## Task directions
Print exactly the first lines of the records. Stop after the line containing "position:absolute; left:1155px; top:24px;", and leave every picture out.

== Dataset content ==

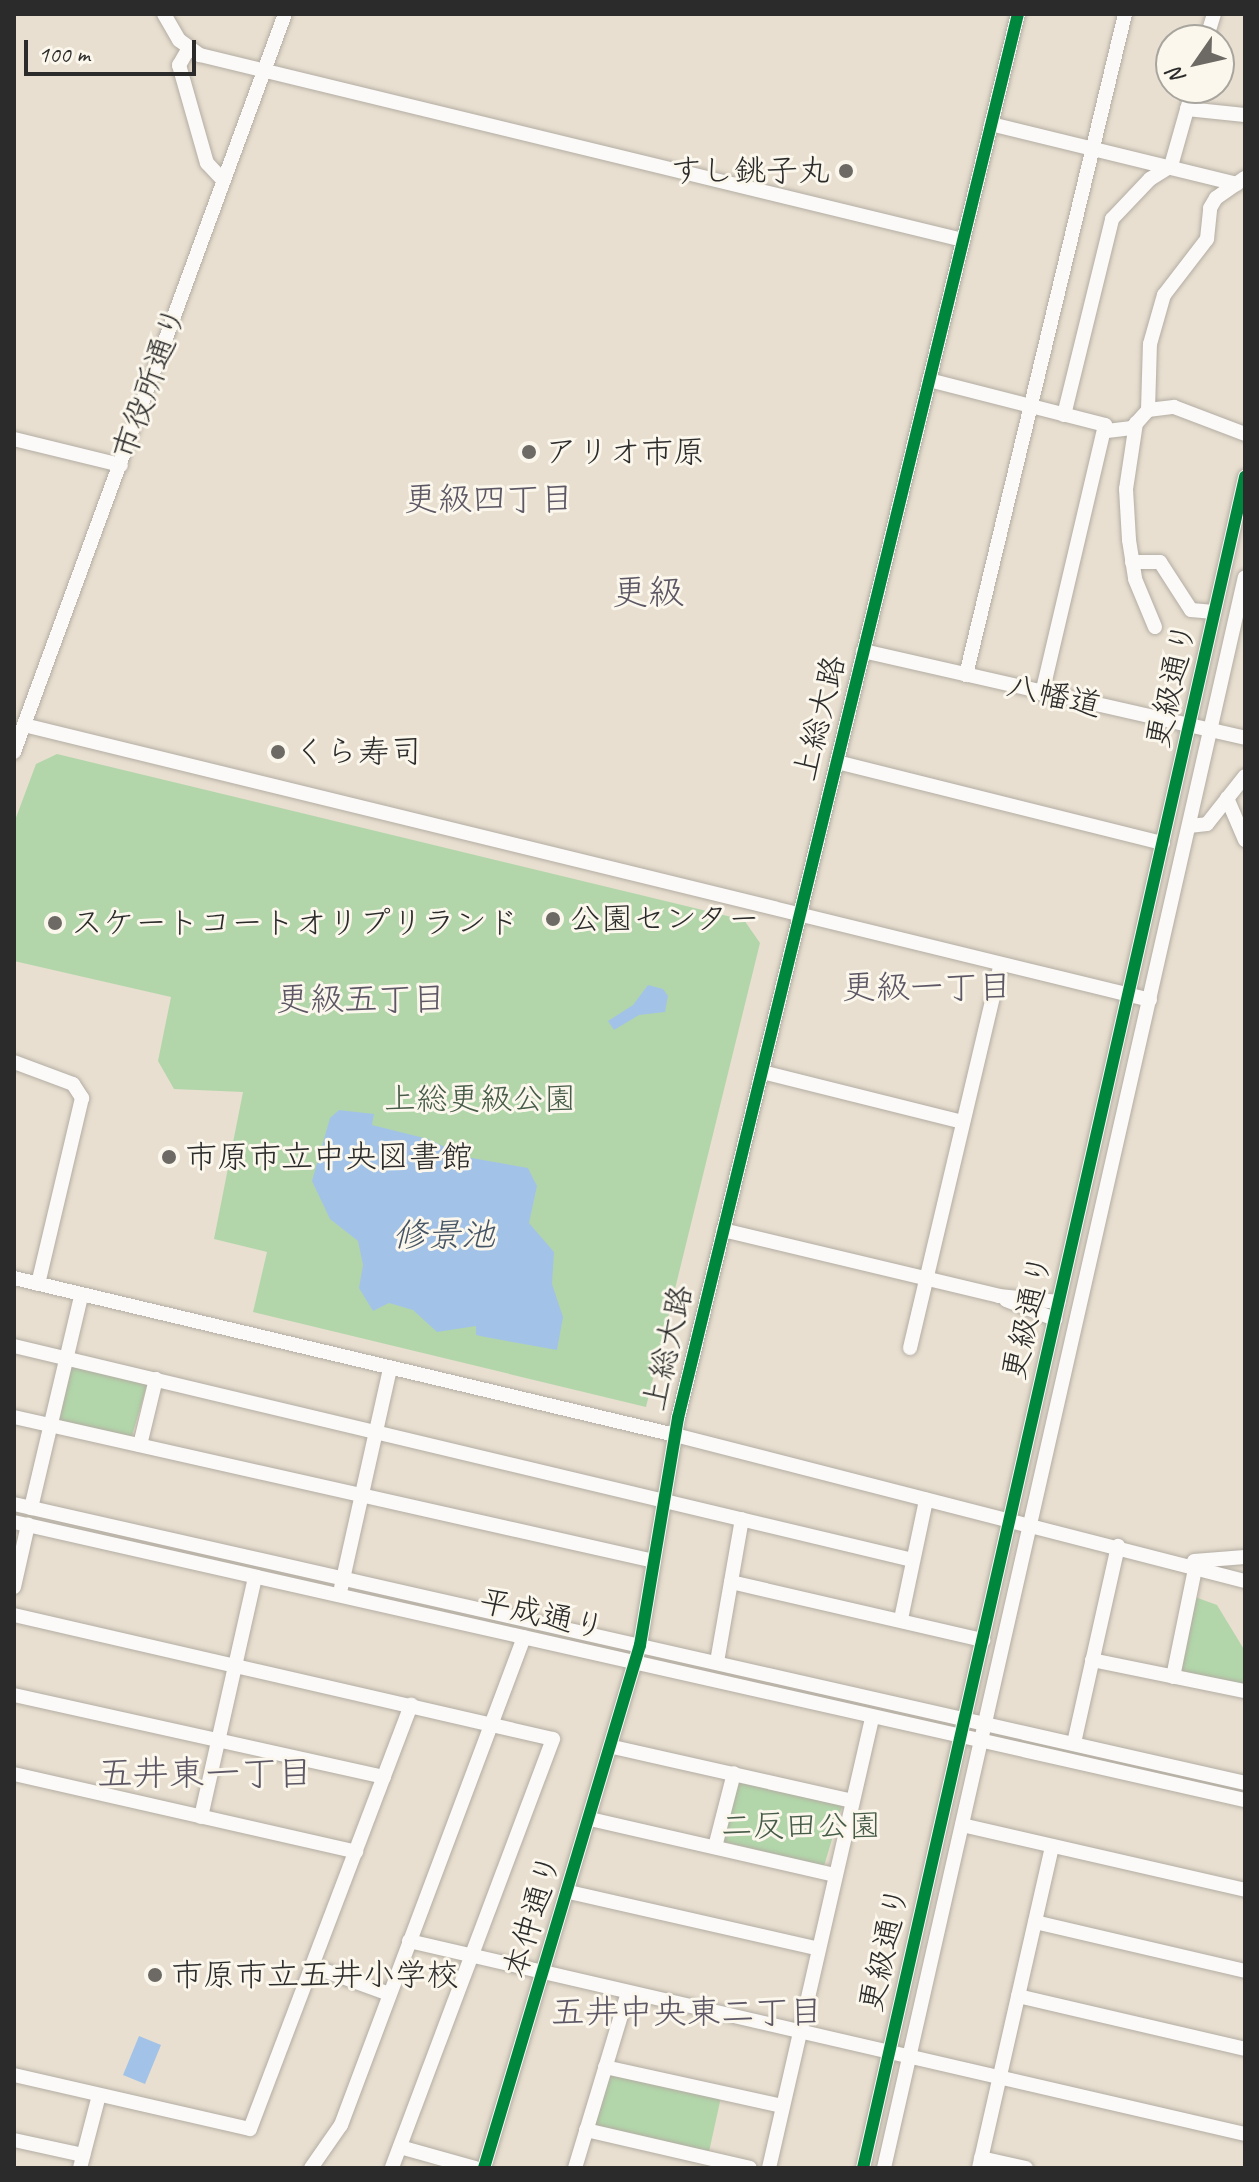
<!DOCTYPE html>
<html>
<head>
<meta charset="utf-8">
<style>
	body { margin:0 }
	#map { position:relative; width:1259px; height:2182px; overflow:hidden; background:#e8dfd0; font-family:Caveat,"Klee One",sans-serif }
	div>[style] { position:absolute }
	.green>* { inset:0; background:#b2d6aa }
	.water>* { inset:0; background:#a2c3e7 }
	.roads { filter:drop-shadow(0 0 2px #b3ada3) drop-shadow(0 0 2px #b3ada3) }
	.minor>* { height:14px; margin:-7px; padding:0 7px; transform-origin:7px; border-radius:7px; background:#fcfaf8 }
	.cycleway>* { height:12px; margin:-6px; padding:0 6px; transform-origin:6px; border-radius:6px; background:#00873e }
	.dots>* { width:22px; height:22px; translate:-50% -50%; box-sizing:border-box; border:4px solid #fbf7ec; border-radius:50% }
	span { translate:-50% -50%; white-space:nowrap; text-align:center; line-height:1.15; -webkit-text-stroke:6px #fbf7ec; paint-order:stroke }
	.poi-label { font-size:32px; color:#2b2b2b }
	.right { translate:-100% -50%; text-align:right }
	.left { translate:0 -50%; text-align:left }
	.street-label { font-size:32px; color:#2b2b2b }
	.park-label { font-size:32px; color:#465c48 }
	.neighbourhood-label { font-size:34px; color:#5d5765 }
	.water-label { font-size:34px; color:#465566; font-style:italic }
	.quarter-label { font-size:36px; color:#5d5765 }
	.frame { position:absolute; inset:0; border:16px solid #2b2b2b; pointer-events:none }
	.north { position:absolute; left:1155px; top:24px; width:80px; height:80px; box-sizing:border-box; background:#fbf7ec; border:2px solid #a8a59f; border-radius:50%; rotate:236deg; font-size:22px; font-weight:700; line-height:32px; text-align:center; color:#2b2b2b }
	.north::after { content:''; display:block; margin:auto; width:28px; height:36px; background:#6d6a65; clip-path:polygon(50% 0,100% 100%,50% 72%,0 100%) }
	.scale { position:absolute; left:24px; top:40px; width:172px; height:36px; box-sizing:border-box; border:4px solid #2b2b2b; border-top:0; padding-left:10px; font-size:24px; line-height:28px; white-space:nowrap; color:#2b2b2b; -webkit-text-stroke:6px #fbf7ec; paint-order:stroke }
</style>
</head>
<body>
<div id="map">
	<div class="green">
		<i style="clip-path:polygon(57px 754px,744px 920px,760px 943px,646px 1407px,253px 1312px,267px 1252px,214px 1239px,243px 1092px,174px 1089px,158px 1061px,171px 997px,14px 961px,14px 823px,36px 764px)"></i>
		<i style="clip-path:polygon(75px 1364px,147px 1385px,131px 1439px,59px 1423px,68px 1369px)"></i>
		<i style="clip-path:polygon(1195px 1597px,1217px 1605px,1245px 1651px,1245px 1691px,1173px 1677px)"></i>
		<i style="clip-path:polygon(735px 1782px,839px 1801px,842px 1806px,824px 1866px,725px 1842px,721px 1836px)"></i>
		<i style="clip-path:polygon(609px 2073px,721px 2097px,709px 2152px,594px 2126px)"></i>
	</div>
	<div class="water">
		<i style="clip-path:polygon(648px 985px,663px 989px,668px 996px,665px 1012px,639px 1015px,614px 1030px,608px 1021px,633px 1005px)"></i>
		<i style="clip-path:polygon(339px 1110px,374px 1114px,372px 1125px,428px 1139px,466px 1157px,528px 1168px,537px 1186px,529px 1223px,554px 1252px,552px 1284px,563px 1317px,557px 1350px,485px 1337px,476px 1335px,476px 1326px,437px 1332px,413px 1310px,389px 1303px,373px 1311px,359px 1288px,363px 1265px,358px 1241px,330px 1219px,312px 1181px,330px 1118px)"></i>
		<i style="clip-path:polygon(139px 2036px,161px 2045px,145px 2084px,123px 2075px)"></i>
	</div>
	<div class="roads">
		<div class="minor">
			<i style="left:164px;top:14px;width:30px;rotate:60deg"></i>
			<i style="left:179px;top:40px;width:26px;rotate:36deg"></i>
			<i style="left:200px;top:55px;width:785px;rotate:13.63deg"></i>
			<i style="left:1206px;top:40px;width:27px;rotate:-73deg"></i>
			<i style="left:189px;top:48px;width:20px;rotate:120deg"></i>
			<i style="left:179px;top:65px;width:102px;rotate:74.1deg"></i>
			<i style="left:207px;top:163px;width:23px;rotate:47deg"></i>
			<i style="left:1187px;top:109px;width:58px;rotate:5.9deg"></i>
			<i style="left:991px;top:124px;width:253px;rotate:13.7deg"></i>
			<i style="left:929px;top:380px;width:182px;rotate:14.3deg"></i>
			<i style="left:1105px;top:425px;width:276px;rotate:103.2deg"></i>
			<i style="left:1148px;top:410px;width:66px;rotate:-88.3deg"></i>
			<i style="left:1150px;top:344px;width:51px;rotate:-74.1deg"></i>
			<i style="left:1164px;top:295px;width:71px;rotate:-52.5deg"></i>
			<i style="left:1207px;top:239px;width:31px;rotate:-84deg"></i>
			<i style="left:1210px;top:208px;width:12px;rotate:-59deg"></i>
			<i style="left:1216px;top:198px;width:35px;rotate:-35deg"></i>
			<i style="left:1064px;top:415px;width:202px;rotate:-76.2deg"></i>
			<i style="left:1112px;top:219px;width:55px;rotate:-46.5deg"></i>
			<i style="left:1150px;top:179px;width:25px;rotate:-32deg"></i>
			<i style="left:1171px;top:166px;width:81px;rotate:-74.2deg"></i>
			<i style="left:1136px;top:423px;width:67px;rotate:98.6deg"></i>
			<i style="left:1126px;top:489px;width:51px;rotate:86.6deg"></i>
			<i style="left:1129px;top:540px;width:39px;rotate:81deg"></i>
			<i style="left:1135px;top:579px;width:52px;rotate:67.4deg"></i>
			<i style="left:1107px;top:431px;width:25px;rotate:-7deg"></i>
			<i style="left:1132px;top:428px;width:24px;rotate:-48deg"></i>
			<i style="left:1148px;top:410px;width:26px;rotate:-7deg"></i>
			<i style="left:1174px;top:407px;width:76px;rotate:20.8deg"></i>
			<i style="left:14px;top:439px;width:110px;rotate:13.7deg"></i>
			<i style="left:1132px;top:562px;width:28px"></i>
			<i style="left:1160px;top:562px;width:57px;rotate:57.1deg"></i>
			<i style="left:1191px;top:610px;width:23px;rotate:5deg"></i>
			<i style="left:863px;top:651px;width:392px;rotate:12.8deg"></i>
			<i style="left:966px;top:675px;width:680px;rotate:-76.47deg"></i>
			<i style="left:24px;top:725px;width:1159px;rotate:13.72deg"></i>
			<i style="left:14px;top:752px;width:786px;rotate:-69.84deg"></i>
			<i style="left:837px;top:762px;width:336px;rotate:14deg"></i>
			<i style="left:1227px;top:798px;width:46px;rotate:66.8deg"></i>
			<i style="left:1189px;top:826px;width:18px;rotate:-6deg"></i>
			<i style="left:1207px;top:824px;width:61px;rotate:-51.6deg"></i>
			<i style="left:14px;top:1062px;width:63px;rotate:20.4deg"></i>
			<i style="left:73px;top:1084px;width:17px;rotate:57deg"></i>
			<i style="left:82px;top:1098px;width:191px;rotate:103.3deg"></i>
			<i style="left:762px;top:1072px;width:207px;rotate:14deg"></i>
			<i style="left:723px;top:1230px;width:284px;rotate:13.4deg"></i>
			<i style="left:999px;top:1296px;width:60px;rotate:5.7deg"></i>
			<i style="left:14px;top:1278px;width:679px;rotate:13.36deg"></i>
			<i style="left:675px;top:1435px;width:588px;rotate:14.37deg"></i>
			<i style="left:1006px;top:1300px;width:53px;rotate:21.2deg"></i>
			<i style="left:14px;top:1346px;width:923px;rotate:13.4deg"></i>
			<i style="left:910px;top:1348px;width:392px;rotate:-76.7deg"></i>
			<i style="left:14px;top:1417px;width:656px;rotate:12.68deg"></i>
			<i style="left:140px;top:1445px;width:68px;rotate:-76.4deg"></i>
			<i style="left:14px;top:1504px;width:1262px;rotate:12.77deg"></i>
			<i style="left:31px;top:1508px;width:218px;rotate:-76.7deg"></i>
			<i style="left:14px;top:1522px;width:1262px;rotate:12.73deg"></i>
			<i style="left:1194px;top:1561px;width:51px;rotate:-4.5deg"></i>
			<i style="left:731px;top:1582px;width:259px;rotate:13deg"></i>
			<i style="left:14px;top:1587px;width:64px;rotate:-77.3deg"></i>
			<i style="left:341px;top:1588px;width:224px;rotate:-77.4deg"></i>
			<i style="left:14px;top:1615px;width:553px;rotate:12.96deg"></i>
			<i style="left:553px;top:1739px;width:458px;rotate:110.6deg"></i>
			<i style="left:901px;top:1619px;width:122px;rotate:-78.1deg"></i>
			<i style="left:1092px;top:1660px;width:156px;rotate:11.5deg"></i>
			<i style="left:717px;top:1662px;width:145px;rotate:-80.1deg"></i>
			<i style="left:1173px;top:1677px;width:115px;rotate:-78.5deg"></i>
			<i style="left:14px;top:1695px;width:379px;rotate:12.5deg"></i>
			<i style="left:1074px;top:1743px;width:202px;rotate:-77.4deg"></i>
			<i style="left:613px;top:1747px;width:245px;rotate:12.7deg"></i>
			<i style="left:14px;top:1774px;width:351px;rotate:12.8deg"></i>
			<i style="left:201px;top:1817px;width:246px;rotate:-77.3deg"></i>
			<i style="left:590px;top:1819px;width:251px;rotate:12.9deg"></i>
			<i style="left:962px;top:1825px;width:290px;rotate:12.9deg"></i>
			<i style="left:715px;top:1847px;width:76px;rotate:-75.6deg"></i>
			<i style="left:569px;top:1892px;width:256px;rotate:12.8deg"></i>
			<i style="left:1035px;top:1922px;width:216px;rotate:13.1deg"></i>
			<i style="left:409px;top:1941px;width:858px;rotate:13deg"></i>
			<i style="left:315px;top:1967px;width:79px;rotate:20deg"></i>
			<i style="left:1018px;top:1996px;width:233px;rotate:13.1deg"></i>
			<i style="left:605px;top:2067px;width:182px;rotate:12.4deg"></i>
			<i style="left:14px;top:2075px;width:242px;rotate:12.9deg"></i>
			<i style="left:250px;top:2129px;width:454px;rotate:-69.2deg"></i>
			<i style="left:586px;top:2130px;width:168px;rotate:13deg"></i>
			<i style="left:14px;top:2140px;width:71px;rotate:12.3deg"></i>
			<i style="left:400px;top:2147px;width:78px;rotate:15.6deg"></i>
			<i style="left:981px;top:2158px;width:46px;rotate:12.5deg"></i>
			<i style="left:80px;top:2168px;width:75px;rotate:-75.4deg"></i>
			<i style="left:311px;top:2168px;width:52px;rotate:-55.1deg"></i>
			<i style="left:341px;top:2125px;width:521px;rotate:-69.44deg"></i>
			<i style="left:484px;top:2168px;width:546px;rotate:-73.39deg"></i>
			<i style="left:640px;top:1645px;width:230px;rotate:-80.5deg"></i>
			<i style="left:678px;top:1418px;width:1445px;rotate:-76.39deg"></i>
			<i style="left:575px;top:2168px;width:183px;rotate:-73.2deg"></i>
			<i style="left:769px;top:2168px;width:463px;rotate:-77.1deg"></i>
			<i style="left:863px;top:2168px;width:1734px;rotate:-77.27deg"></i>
			<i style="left:884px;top:2168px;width:1631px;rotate:-77.22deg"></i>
			<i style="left:979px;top:2168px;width:330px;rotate:-77.2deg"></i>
		</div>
	</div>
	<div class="cycleway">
		<i style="left:484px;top:2168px;width:546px;rotate:-73.39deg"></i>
		<i style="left:640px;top:1645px;width:230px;rotate:-80.5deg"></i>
		<i style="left:678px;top:1418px;width:1445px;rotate:-76.39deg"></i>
		<i style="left:863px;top:2168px;width:1734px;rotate:-77.27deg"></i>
	</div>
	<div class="dots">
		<i style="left:846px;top:171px;background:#6d6a65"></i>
		<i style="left:529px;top:452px;background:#6d6a65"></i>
		<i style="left:278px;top:752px;background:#6d6a65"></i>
		<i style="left:553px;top:919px;background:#6d6a65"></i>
		<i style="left:55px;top:923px;background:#6d6a65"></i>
		<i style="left:169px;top:1157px;background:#6d6a65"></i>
		<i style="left:155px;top:1975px;background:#6d6a65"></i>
	</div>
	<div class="poi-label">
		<span class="right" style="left:830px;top:171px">すし銚子丸</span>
		<span class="left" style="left:545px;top:452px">アリオ市原</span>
		<span class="left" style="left:294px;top:752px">くら寿司</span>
		<span class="left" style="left:569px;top:919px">公園センター</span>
		<span class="left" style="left:71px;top:923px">スケートコートオリプリランド</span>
		<span class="left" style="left:185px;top:1157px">市原市立中央図書館</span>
		<span class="left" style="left:171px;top:1975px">市原市立五井小学校</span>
	</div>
	<div class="street-label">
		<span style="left:150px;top:383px;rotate:-70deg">市役所通り</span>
		<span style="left:1172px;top:685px;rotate:-77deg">更級通り</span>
		<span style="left:1054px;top:696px;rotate:13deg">八幡道</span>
		<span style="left:820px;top:718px;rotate:-76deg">上総大路</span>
		<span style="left:1028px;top:1317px;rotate:-77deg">更級通り</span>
		<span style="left:668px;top:1348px;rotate:-77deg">上総大路</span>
		<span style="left:542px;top:1615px;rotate:13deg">平成通り</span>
		<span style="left:533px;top:1916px;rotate:-73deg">本仲通り</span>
		<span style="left:885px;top:1949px;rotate:-77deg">更級通り</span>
	</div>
	<div class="park-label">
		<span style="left:480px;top:1099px">上総更級公園</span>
		<span style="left:801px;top:1826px">二反田公園</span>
	</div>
	<div class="neighbourhood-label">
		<span style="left:489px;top:499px">更級四丁目</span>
		<span style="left:927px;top:987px">更級一丁目</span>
		<span style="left:361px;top:999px">更級五丁目</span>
		<span style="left:687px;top:2012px">五井中央東二丁目</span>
	</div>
	<div class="water-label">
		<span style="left:444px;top:1235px">修景池</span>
	</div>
	<div class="quarter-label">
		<span style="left:648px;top:593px">更級</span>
		<span style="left:205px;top:1774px">五井東一丁目</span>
	</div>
	<div class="frame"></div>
	<div class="north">N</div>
	<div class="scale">100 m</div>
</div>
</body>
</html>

===

## Answer below
<!DOCTYPE html>
<html>
<head>
<meta charset="utf-8">
<style>
	body { margin:0 }
	#map { position:relative; width:1259px; height:2182px; overflow:hidden; background:#e8dfd0; font-family:Caveat,"Klee One",sans-serif }
	div>[style] { position:absolute }
	.green>* { inset:0; background:#b2d6aa }
	.water>* { inset:0; background:#a2c3e7 }
	.roads { filter:drop-shadow(0 0 2px #b3ada3) drop-shadow(0 0 2px #b3ada3) }
	.minor>* { height:14px; margin:-7px; padding:0 7px; transform-origin:7px; border-radius:7px; background:#fcfaf8 }
	.cycleway>* { height:12px; margin:-6px; padding:0 6px; transform-origin:6px; border-radius:6px; background:#00873e }
	.dots>* { width:22px; height:22px; translate:-50% -50%; box-sizing:border-box; border:4px solid #fbf7ec; border-radius:50% }
	span { translate:-50% -50%; white-space:nowrap; text-align:center; line-height:1.15; -webkit-text-stroke:6px #fbf7ec; paint-order:stroke }
	.poi-label { font-size:32px; color:#2b2b2b }
	.right { translate:-100% -50%; text-align:right }
	.left { translate:0 -50%; text-align:left }
	.street-label { font-size:32px; color:#2b2b2b }
	.park-label { font-size:32px; color:#465c48 }
	.neighbourhood-label { font-size:34px; color:#5d5765 }
	.water-label { font-size:34px; color:#465566; font-style:italic }
	.quarter-label { font-size:36px; color:#5d5765 }
	.frame { position:absolute; inset:0; border:16px solid #2b2b2b; pointer-events:none }
	.north { position:absolute; left:1155px; top:24px; width:80px; height:80px; box-sizing:border-box; background:#fbf7ec; border:2px solid #a8a59f; border-radius:50%; rotate:236deg; font-size:22px; font-weight:700; line-height:32px; text-align:center; color:#2b2b2b }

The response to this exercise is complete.